The Building an Economy for Families Act is a dramatic step in the right direction. Introduced by House Ways and Means Committee chairman Representative Richard Neal, the bill would make “basic support for workers with families part of the infrastructure of our economy instead of optional add-ons that not only don’t exist for a majority of workers but also could vanish at any moment.” In other words, it would universalize and guarantee benefits that every working parent deserves.

What precisely does that mean? And how would this bill actually help parents? Here’s everything you need to know about the legislation.

What benefits does the law create?

The new law would create two new entitlements for Americans.

The first is a new public program that would provide up to 12 weeks of paid family and medical leave for all workers. Most would receive about two-thirds of their normal wages, with higher wage replacement (up to 85 percent) for those making less. Guaranteed paid leave would mean that new parents and workers welcoming a new child or dealing with a serious medical issue—their own or that of a loved one—could take time off without fear of losing their job or going completely without income.

Under the law, the paid family leave program would be administered by the Department of the Treasury but employers and states that already provide paid family leave would be eligible for reimbursement from the federal government provided their benefits met the standards of the federal program.

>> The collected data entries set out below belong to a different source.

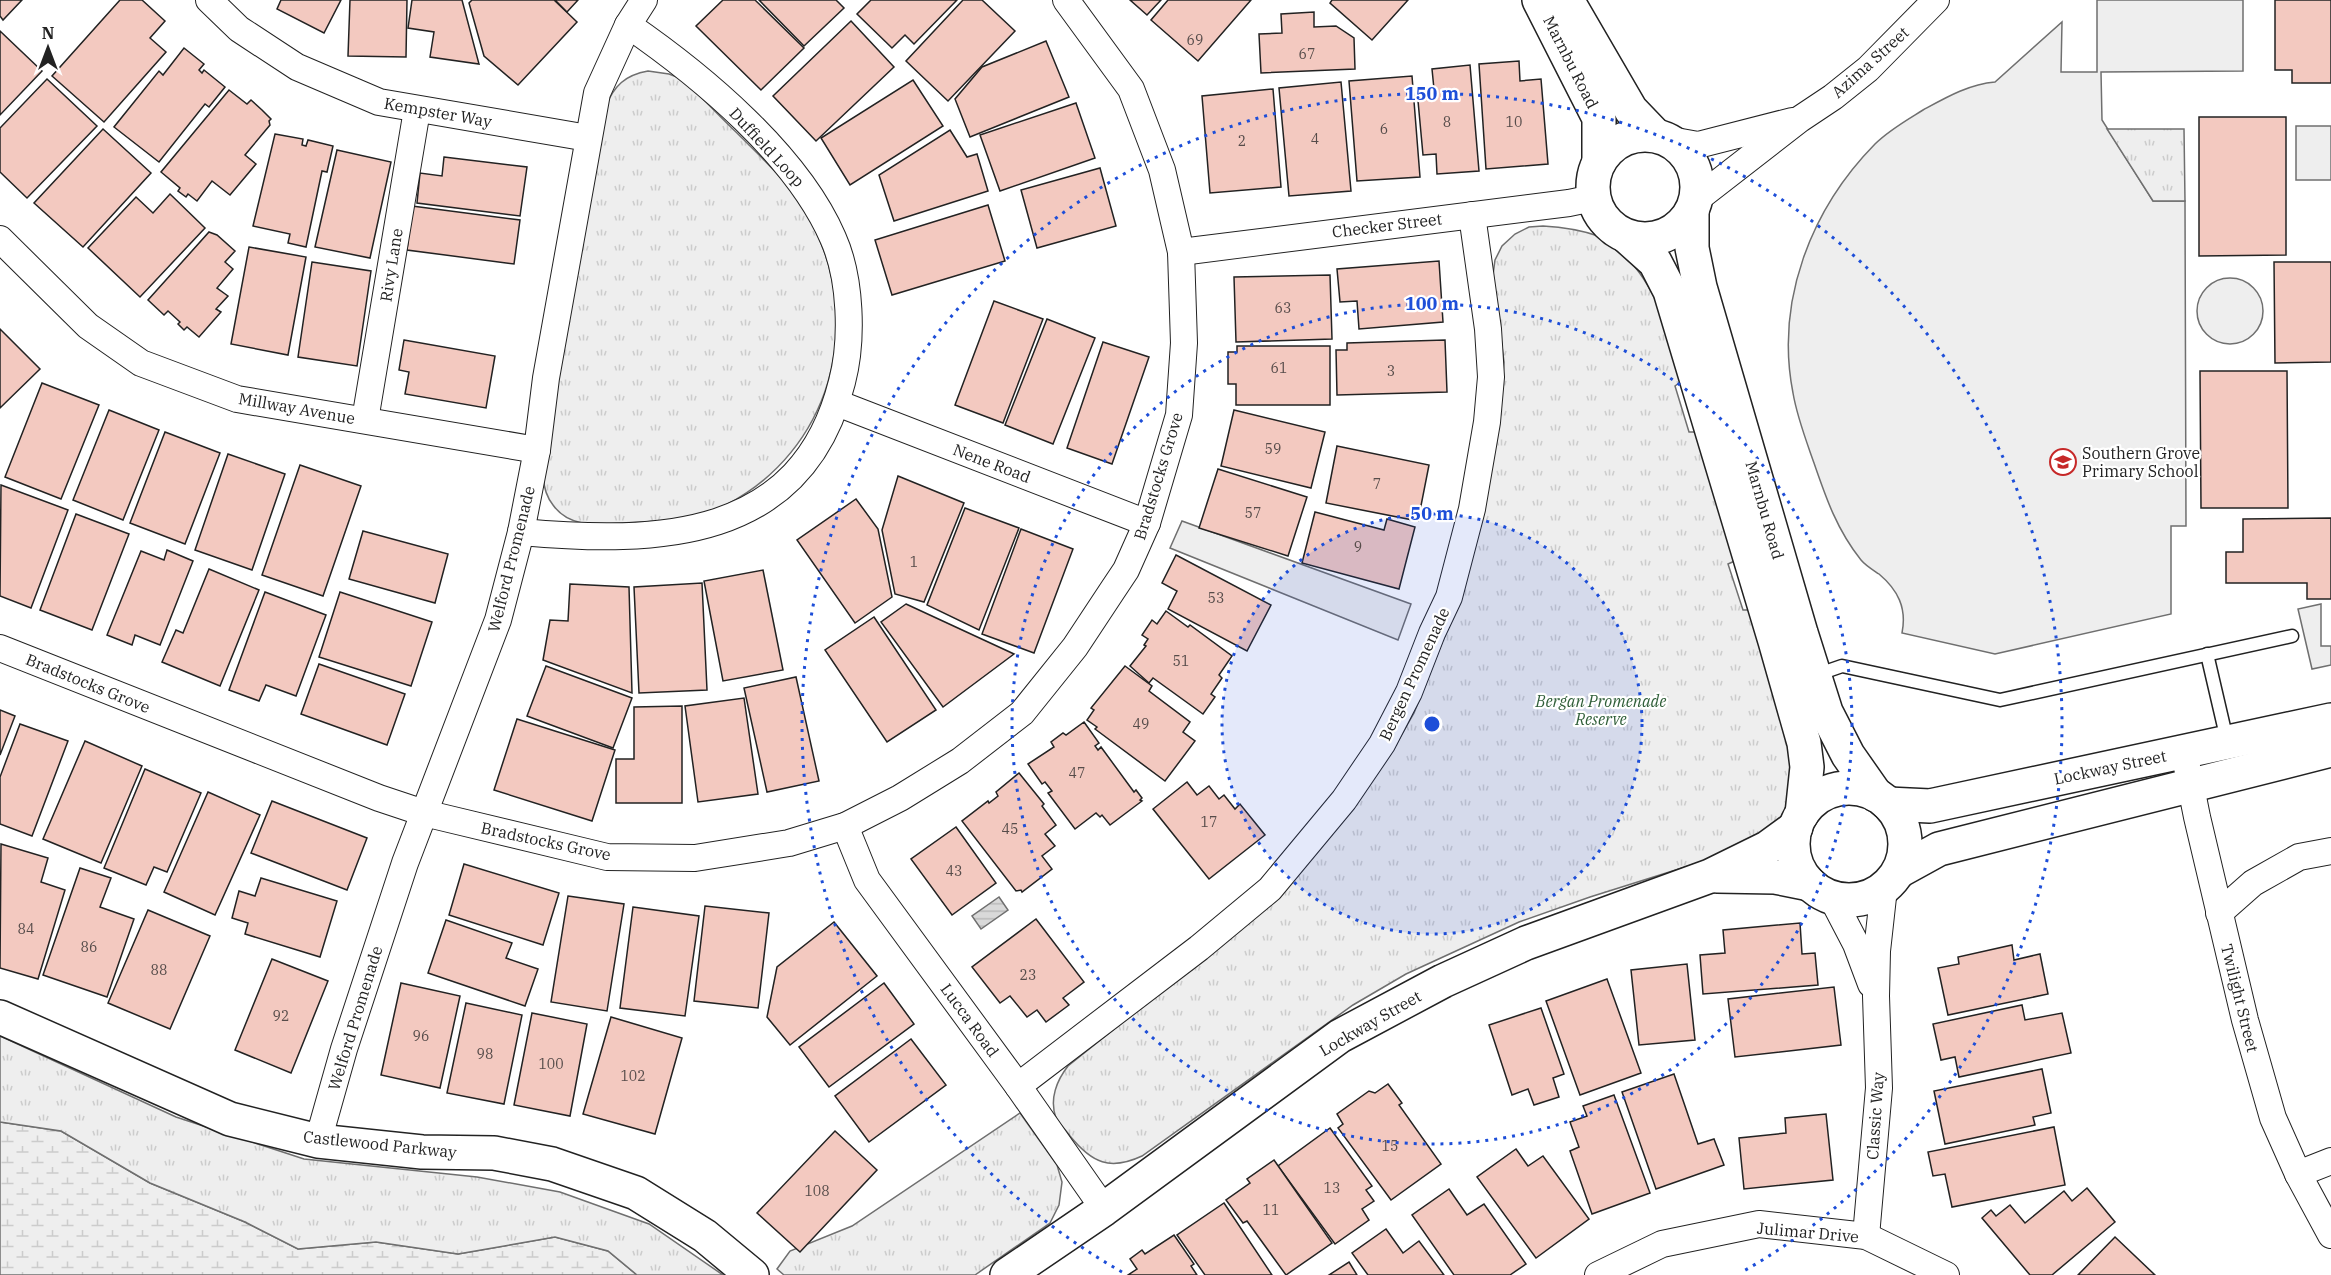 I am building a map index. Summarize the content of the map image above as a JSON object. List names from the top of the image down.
{
  "streets": {
    "street": [
      "Marnbu Road",
      "Azima Street",
      "Kempster Way",
      "Duffield Loop",
      "Checker Street",
      "Rivy Lane",
      "Millway Avenue",
      "Nene Road",
      "Bradstocks Grove",
      "Welford Promenade",
      "Bergen Promenade",
      "Lockway Street",
      "Twilight Street",
      "Lucca Road",
      "Classic Way",
      "Castlewood Parkway",
      "Julimar Drive"
    ]
  },
  "crossings": [
    ["Marnbu Road", "Azima Street"],
    ["Marnbu Road", "Checker Street"],
    ["Marnbu Road", "Lockway Street"],
    ["Marnbu Road", "Classic Way"],
    ["Azima Street", "Checker Street"],
    ["Kempster Way", "Rivy Lane"],
    ["Kempster Way", "Welford Promenade"],
    ["Duffield Loop", "Nene Road"],
    ["Duffield Loop", "Welford Promenade"],
    ["Checker Street", "Bradstocks Grove"],
    ["Checker Street", "Bergen Promenade"],
    ["Rivy Lane", "Millway Avenue"],
    ["Millway Avenue", "Welford Promenade"],
    ["Nene Road", "Bradstocks Grove"],
    ["Bradstocks Grove", "Welford Promenade"],
    ["Bradstocks Grove", "Lucca Road"],
    ["Welford Promenade", "Castlewood Parkway"],
    ["Bergen Promenade", "Lucca Road"],
    ["Lockway Street", "Twilight Street"],
    ["Lockway Street", "Lucca Road"],
    ["Lockway Street", "Classic Way"],
    ["Classic Way", "Julimar Drive"]
  ],
  "parks": ["Bergan Promenade Reserve"],
  "places": {
    "school or university": ["Southern Grove Primary School"]
  },
  "house_numbers": [
    "69",
    "67",
    "8",
    "10",
    "6",
    "4",
    "2",
    "63",
    "61",
    "3",
    "59",
    "7",
    "57",
    "9",
    "1",
    "53",
    "51",
    "49",
    "47",
    "17",
    "45",
    "43",
    "84",
    "86",
    "88",
    "23",
    "92",
    "96",
    "98",
    "100",
    "102",
    "15",
    "13",
    "108",
    "11"
  ],
  "north": "top",
  "rings": ["150 m", "100 m", "50 m"]
} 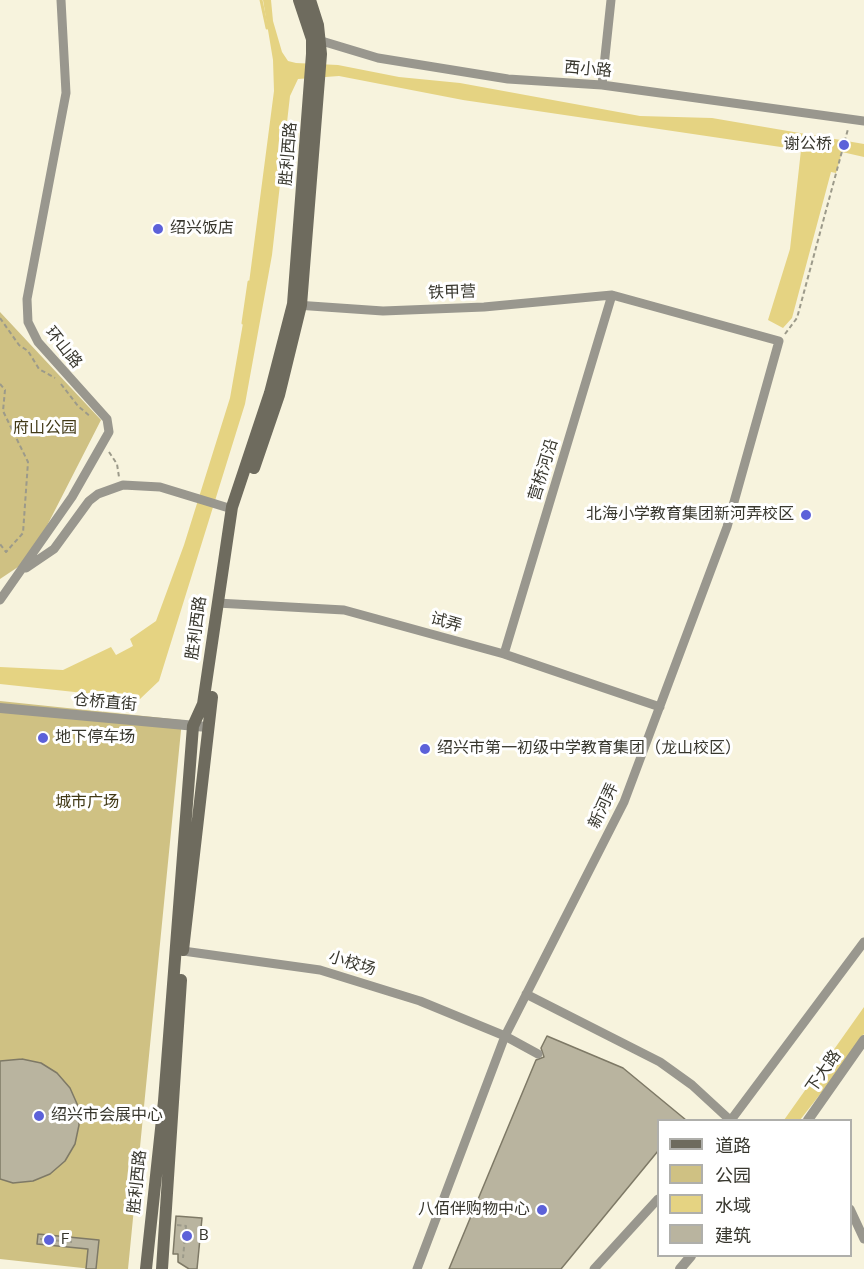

The bill would also create a new Child Care Information Network, a resource that would help parents find information on childcare that meets their needs. The quality of available child care would also go up thanks to infrastructural investment in child care facilities. The quantity of child care would go up with increased funding for states addressing child care shortages. There’s also a refundable tax credit, up to $5,000 per year, for child care workers that could entice more people to join the industry and benefit the existing disproportionately female and non-white child care workforce.

Along with these new benefits, there would be a worker information system designed to keep workers informed about the benefits that are available to them and avoid being locked out of programs like unemployment insurance, paid leave, and child care assistance.

What tax credits are included?

Of course, working families don’t just need new benefits. They also need money. On this front, the Building Economy for Families Act does a lot by simply permanently extending the refundable expansions of worker and family-focused tax credits in the American Rescue Plan Act.

That means the fully refundable child tax credit of up to $3,600 per dependent in periodic payment installments, a fully refundable child and dependent care credit of up to $8,000 for qualifying child care expenses, and an earned income tax credit that is more generous to workers without dependents, and those who experience an income shock, would all become permanent components of the social safety net.

These credits add up to substantial relief that would ease financial worries for millions of American families. And along with the new entitlements the law would create, they represent a dramatic (and long overdue) shift in American policy that would make parenting a less expensive, less stressful endeavor.